Chapter Four's alternate title could be "The Story Of Bill James" or "The Assassination Of Bill James By The Coward Elias Sports Bureau". A cynical, arrogant and intelligent man named Bill James starts researching and writing about baseball in the late 1970s. He goes on to become the face of sabermetrics, the analysis of baseball through objective evidence.
The chapter focuses on James's groundbreaking research and his struggle to gain acceptance in the mainstream baseball community. He ruffles some feathers with his studies on clutch hitting, in-game strategy and other concepts long thought understood by the establishment. As the audience for his annual "Abstract" increases, his critics increase in number and intensity. He is viewed as an "outsider", and his valuable work is largely ignored by the "insiders". James becomes angrier and more frustrated. A couple excerpts from his final 1988 Baseball Abstract:
I am encountering more and more of my own readers that I don't even like, nitwits who glom onto something superficial in the book and misunderstand its underlying message.... Whereas I used to write one 'Dear Jackass' letter a year, I now write maybe thirty.

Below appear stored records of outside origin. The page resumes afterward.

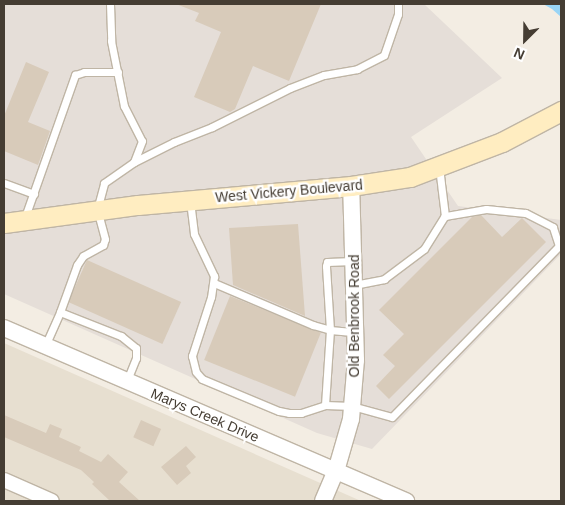 <!DOCTYPE html>
<html>
<head>
<meta charset="utf-8">
<style>
  body { margin:0 }
  #map { position:relative; width:565px; height:505px; overflow:hidden; background:#f3ede3; font-family:Helvetica,sans-serif }
  div>[style] { position:absolute }
  .residential>* { inset:0; background:#e7dfd0 }
  .industrial>* { inset:0; background:#e5ded8 }
  .water>* { inset:0; background:#99d5f6 }
  .building>* { inset:0; background:#d8cbba; transform-origin:0 0 }
  .roads { filter:drop-shadow(1px 0 #bfb5a5) drop-shadow(-1px 0 #bfb5a5) drop-shadow(0 1px #bfb5a5) drop-shadow(0 -1px #bfb5a5) }
  .service>* { height:7px; margin:-3.5px; padding:0 3.5px; transform-origin:3.5px; border-radius:3.5px; background:#fff }
  .minor>* { height:14px; margin:-7px; padding:0 7px; transform-origin:7px; border-radius:7px; background:#fff }
  .tertiary>* { height:16px; margin:-8px; padding:0 8px; transform-origin:8px; border-radius:8px; background:#fff }
  .secondary>* { height:19px; margin:-9.5px; padding:0 9.5px; transform-origin:9.5px; border-radius:9.5px; background:#ffedc1 }
  span { translate:-50% -50%; white-space:nowrap; text-align:center; line-height:1.15; -webkit-text-stroke:4.5px #fff; paint-order:stroke }
  .street-label { font-size:14px; color:#453d33 }
  .frame { position:absolute; inset:0; border:5px solid #453d33; pointer-events:none }
  .north { position:absolute; left:500px; top:15px; width:50px; height:50px; -webkit-text-stroke:4px #fff; paint-order:stroke; rotate:203deg; font-size:14px; font-weight:700; line-height:20px; text-align:center; color:#453d33 }
  .north::after { content:''; display:block; margin:auto; width:18px; height:22px; background:#453d33; clip-path:polygon(50% 0,100% 100%,50% 72%,0 100%) }
</style>
</head>
<body>
<div id="map">
  <div class="residential">
    <i style="clip-path:polygon(4px 343px,361px 501px,4px 501px)"></i>
  </div>
  <div class="industrial">
    <i style="clip-path:polygon(4px 4px,424px 4px,502px 78px,411px 137px,458px 206px,561px 220px,561px 254px,372px 449px,317px 433px,4px 294px)"></i>
  </div>
  <div class="water">
    <i style="clip-path:polygon(543px 4px,561px 4px,561px 17px,552px 9px)"></i>
  </div>
  <div class="building">
    <i style="clip-path:polygon(176px 4px,321px 4px,289px 81px,253px 66px,235px 109px,230px 112px,194px 97px,221px 32px,195px 21px,199px 13px)"></i>
    <i style="clip-path:polygon(26px 62px,49px 72px,28px 122px,50px 131px,38px 165px,4px 151px,4px 116px)"></i>
    <i style="clip-path:polygon(481px 215px,502px 237px,522px 218px,546px 242px,389px 399px,376px 386px,395px 366px,383px 355px,404px 334px,379px 310px,472px 217px)"></i>
    <i style="clip-path:polygon(298px 224px,305px 316px,233px 285px,229px 228px)"></i>
    <i style="left:87px;top:260px;width:103px;height:46px;rotate:24deg"></i>
    <i style="left:230px;top:296px;width:98px;height:69px;rotate:22deg"></i>
    <i style="clip-path:polygon(4px 415px,46px 433px,50px 424px,62px 429px,59px 437px,81px 447px,79px 451px,101px 462px,108px 454px,128px 472px,119px 482px,140px 501px,110px 501px,92px 484px,94px 482px,81px 470px,4px 437px)"></i>
    <i style="left:141px;top:420px;width:22px;height:19px;rotate:24deg"></i>
    <i style="clip-path:polygon(186px 446px,196px 457px,186px 466px,191px 473px,177px 485px,161px 467px)"></i>
  </div>
  <div class="roads">
    <div class="service">
      <i style="left:110px;top:4px;width:37px;rotate:88deg"></i>
      <i style="left:111px;top:41px;width:66px;rotate:78.7deg"></i>
      <i style="left:124px;top:106px;width:39px;rotate:63deg"></i>
      <i style="left:142px;top:141px;width:22px;rotate:111deg"></i>
      <i style="left:4px;top:183px;width:32px;rotate:20deg"></i>
      <i style="left:190px;top:201px;width:33px;rotate:83deg"></i>
      <i style="left:194px;top:234px;width:47px;rotate:64.5deg"></i>
      <i style="left:214px;top:276px;width:21px;rotate:98deg"></i>
      <i style="left:211px;top:297px;width:62px;rotate:107.9deg"></i>
      <i style="left:192px;top:356px;width:16px;rotate:76deg"></i>
      <i style="left:196px;top:372px;width:9px;rotate:49deg"></i>
      <i style="left:202px;top:379px;width:83px;rotate:22.6deg"></i>
      <i style="left:279px;top:411px;width:10px;rotate:11deg"></i>
      <i style="left:289px;top:413px;width:12px"></i>
      <i style="left:301px;top:413px;width:25px;rotate:-18deg"></i>
      <i style="left:325px;top:405px;width:27px;rotate:2deg"></i>
      <i style="left:352px;top:406px;width:41px;rotate:15.4deg"></i>
      <i style="left:392px;top:417px;width:239px;rotate:-45.7deg"></i>
      <i style="left:559px;top:246px;width:20px;rotate:-108deg"></i>
      <i style="left:553px;top:227px;width:31px;rotate:-153deg"></i>
      <i style="left:525px;top:213px;width:39px;rotate:-174deg"></i>
      <i style="left:486px;top:209px;width:42px;rotate:170.3deg"></i>
      <i style="left:25px;top:217px;width:151px;rotate:-70.6deg"></i>
      <i style="left:75px;top:75px;width:9px;rotate:-18deg"></i>
      <i style="left:84px;top:72px;width:34px"></i>
      <i style="left:214px;top:283px;width:108px;rotate:23deg"></i>
      <i style="left:313px;top:325px;width:18px;rotate:16deg"></i>
      <i style="left:330px;top:330px;width:25px;rotate:5deg"></i>
      <i style="left:354px;top:285px;width:31px;rotate:-11deg"></i>
      <i style="left:384px;top:279px;width:50px;rotate:-36.9deg"></i>
      <i style="left:424px;top:249px;width:39px;rotate:-58deg"></i>
      <i style="left:445px;top:216px;width:49px;rotate:-97deg"></i>
      <i style="left:60px;top:312px;width:50px;rotate:-70.1deg"></i>
      <i style="left:77px;top:265px;width:11px;rotate:-56deg"></i>
      <i style="left:83px;top:256px;width:23px;rotate:-29deg"></i>
      <i style="left:103px;top:245px;width:6px;rotate:-72deg"></i>
      <i style="left:105px;top:239px;width:30px;rotate:-105deg"></i>
      <i style="left:97px;top:210px;width:28px;rotate:-75deg"></i>
      <i style="left:104px;top:183px;width:37px;rotate:-35deg"></i>
      <i style="left:134px;top:162px;width:45px;rotate:-26.6deg"></i>
      <i style="left:174px;top:142px;width:41px;rotate:-21.5deg"></i>
      <i style="left:212px;top:127px;width:87px;rotate:-26.6deg"></i>
      <i style="left:290px;top:88px;width:36px;rotate:-21deg"></i>
      <i style="left:324px;top:75px;width:34px;rotate:-10deg"></i>
      <i style="left:357px;top:69px;width:30px;rotate:-27deg"></i>
      <i style="left:384px;top:55px;width:43px;rotate:-71.1deg"></i>
      <i style="left:398px;top:14px;width:10px;rotate:-90deg"></i>
      <i style="left:45px;top:346px;width:37px;rotate:-66deg"></i>
      <i style="left:60px;top:312px;width:66px;rotate:21.5deg"></i>
      <i style="left:121px;top:336px;width:19px;rotate:39deg"></i>
      <i style="left:136px;top:348px;width:10px;rotate:90deg"></i>
      <i style="left:136px;top:358px;width:24px;rotate:112deg"></i>
      <i style="left:325px;top:405px;width:75px;rotate:-86.2deg"></i>
      <i style="left:330px;top:330px;width:64px;rotate:-93.6deg"></i>
      <i style="left:326px;top:266px;width:4px;rotate:-76deg"></i>
      <i style="left:327px;top:262px;width:26px;rotate:-2deg"></i>
    </div>
    <div class="minor">
      <i style="left:4px;top:480px;width:52px;rotate:23.6deg"></i>
    </div>
    <div class="tertiary">
      <i style="left:4px;top:328px;width:438px;rotate:23.3deg"></i>
      <i style="left:323px;top:501px;width:33px;rotate:-67deg"></i>
      <i style="left:336px;top:471px;width:54px;rotate:-73.9deg"></i>
      <i style="left:351px;top:419px;width:59px;rotate:-85.2deg"></i>
      <i style="left:356px;top:360px;width:174px;rotate:-91.6deg"></i>
    </div>
    <div class="secondary">
      <i style="left:4px;top:223px;width:135px;rotate:-7.7deg"></i>
      <i style="left:138px;top:205px;width:214px;rotate:-5.1deg"></i>
      <i style="left:351px;top:186px;width:60px;rotate:-8.7deg"></i>
      <i style="left:410px;top:177px;width:98px;rotate:-20.8deg"></i>
      <i style="left:502px;top:142px;width:67px;rotate:-27.7deg"></i>
    </div>
  </div>
  <div class="street-label">
    <span style="left:289px;top:191px;rotate:-5deg">West Vickery Boulevard</span>
    <span style="left:354px;top:316px;rotate:-90deg">Old Benbrook Road</span>
    <span style="left:205px;top:415px;rotate:23deg">Marys Creek Drive</span>
  </div>
  <div class="frame"></div>
  <div class="north">N</div>
</div>
</body>
</html>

And one of my favorite James lines:
It is a wonderful thing to know that you are right and the world is wrong.
Who among us has never felt that way?
What James didn't realize is that Sandy Alderson had read all of the Abstracts. The Oakland A's were familiar with his work and expanded upon it using their own team of researchers. And as many already know, James was eventually hired by the Red Sox and now has a pair of World Series rings.
Other sabermetric innovators and proponents are covered in Chapter Four, including Branch Rickey, Allan Roth, Earnshaw Cook, Eddie Epstein, Dick Cramer, Pete Palmer, Rob Neyer, Craig Wright and Dan Okrent. Let's go to the discussion questions.
Mets-centric appearances/mentions in Chapter Four:
1. Have you read any of Bill James's work? Love him, hate him, or somewhere in between?
2. Who are your favorite saber-inclined writers?
3. James writes (as conveyed by Michael Lewis in Chapter Four):
I think, really, that this is one reason that so many intelligent people drift away from baseball (when they come of age), that if you care about it at all you have to realize, as soon as you acquire a taste for independent thought, that a great portion of the sport's traditional knowledge is ridiculous hokum.
I disagree with this -- the more I learn about the game the more I love it. But maybe he's right. What do you think?
4. Do you use the acronym "SABR" (Society Of American Baseball Research) interchangeably with "saber"?
5. Bill James's wife says in Chapter Four that if she knew the extent of Bill's baseball obsession when they started dating, their relationship might not have gotten very far. Without getting too specific, has baseball (or sports in general) obsession interfered with a close relationship? Has it aided a relationship?